Gli apparati di sicurezza si preparano ad una stretta contro gli estremisti che giovedì scorso, all’indomani della sepoltura a Modiin delle salme dei tre ragazzi ebrei rapiti in Cisgiordania, avevano manifestato a Gerusalemme simulando una «caccia all’arabo». «L’assassinio di Abu Khdeir è stato un atto malato - afferma Yithak Aharonovitch, ministro della Pubblica sicurezza - e non ci fermeremo finché tutti i responsabili non avranno pagato davanti alla legge». Alla vigilia degli arresti era stato il capo del Mossad, Tamir Pardo, a far sapere dalle colonne di «Haaretz» la propria opinione sui disordini a Gerusalemme Est seguiti all’uccisione di Abu Khdeir: «Il problema palestinese è una minaccia esistenziale per Israele più seria del nucleare dell’Iran». Saranno le prossime ore a dire se le proteste di palestinesi e arabo-israeliani si placheranno dopo gli arresti. La madre del ragazzo ucciso, Suha Abu Khdeir, non mostre fiducia nella giustizia israeliana: «Faranno loro qualche domanda e poi li manderanno a casa, dovrebbero distruggere le case come fanno con i nostri». La rabbia della famiglia Khdeir si deve anche a quanto avvenuto a Tariq, 15enne cugino della vittima, picchiato con forza dagli agenti durante i disordini a Shuafat sollevando una richiesta di «chiarimenti» da Washington, in ragione del fatto che è cittadino americano. Il presidente dell’Anp, Abu Mazen, ha chiamato il Segretario generale dell’Onu Ban Ki moon chiedendo «un’inchiesta sui crimini commessi da Israele». La replica di Netanyahu è stata immediata: «Noi processiamo i killer, i palestinesi ne esaltano le gesta nelle scuole».
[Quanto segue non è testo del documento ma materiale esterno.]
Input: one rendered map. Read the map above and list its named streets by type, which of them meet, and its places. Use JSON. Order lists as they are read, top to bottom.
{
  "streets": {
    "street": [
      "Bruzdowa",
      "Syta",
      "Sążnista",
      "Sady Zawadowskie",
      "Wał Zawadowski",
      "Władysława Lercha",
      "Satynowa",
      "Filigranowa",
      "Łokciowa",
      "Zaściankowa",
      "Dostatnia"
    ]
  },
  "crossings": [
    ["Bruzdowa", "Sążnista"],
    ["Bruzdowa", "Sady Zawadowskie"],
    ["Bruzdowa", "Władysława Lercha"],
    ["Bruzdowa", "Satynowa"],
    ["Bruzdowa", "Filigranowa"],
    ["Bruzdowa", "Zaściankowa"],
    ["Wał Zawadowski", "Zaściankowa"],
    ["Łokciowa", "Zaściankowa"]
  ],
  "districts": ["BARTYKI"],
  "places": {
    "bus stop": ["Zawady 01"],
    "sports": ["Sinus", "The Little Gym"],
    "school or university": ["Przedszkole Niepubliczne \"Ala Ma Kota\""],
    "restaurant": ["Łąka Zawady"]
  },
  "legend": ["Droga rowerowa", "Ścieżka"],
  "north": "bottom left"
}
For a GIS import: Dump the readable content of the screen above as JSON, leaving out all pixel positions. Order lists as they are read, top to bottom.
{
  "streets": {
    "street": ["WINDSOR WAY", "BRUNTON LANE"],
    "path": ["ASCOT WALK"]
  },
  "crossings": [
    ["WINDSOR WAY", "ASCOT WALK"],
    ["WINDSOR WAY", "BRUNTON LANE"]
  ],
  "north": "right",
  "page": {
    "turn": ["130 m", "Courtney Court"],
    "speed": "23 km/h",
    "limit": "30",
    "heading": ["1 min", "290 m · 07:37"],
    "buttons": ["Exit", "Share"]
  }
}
Intanto a Hebron, l’esercito ha arrestato Hassam Dopash considerato un fiancheggiatore dei sequestratori dei tre ragazzi uccisi. Le indagini su rapimenti e delitti spingono Netanyahu a dare tempo ai mediatori egiziani affinché negozino una tregua con Hamas a Gaza: «Serve contenimento davanti agli attacchi».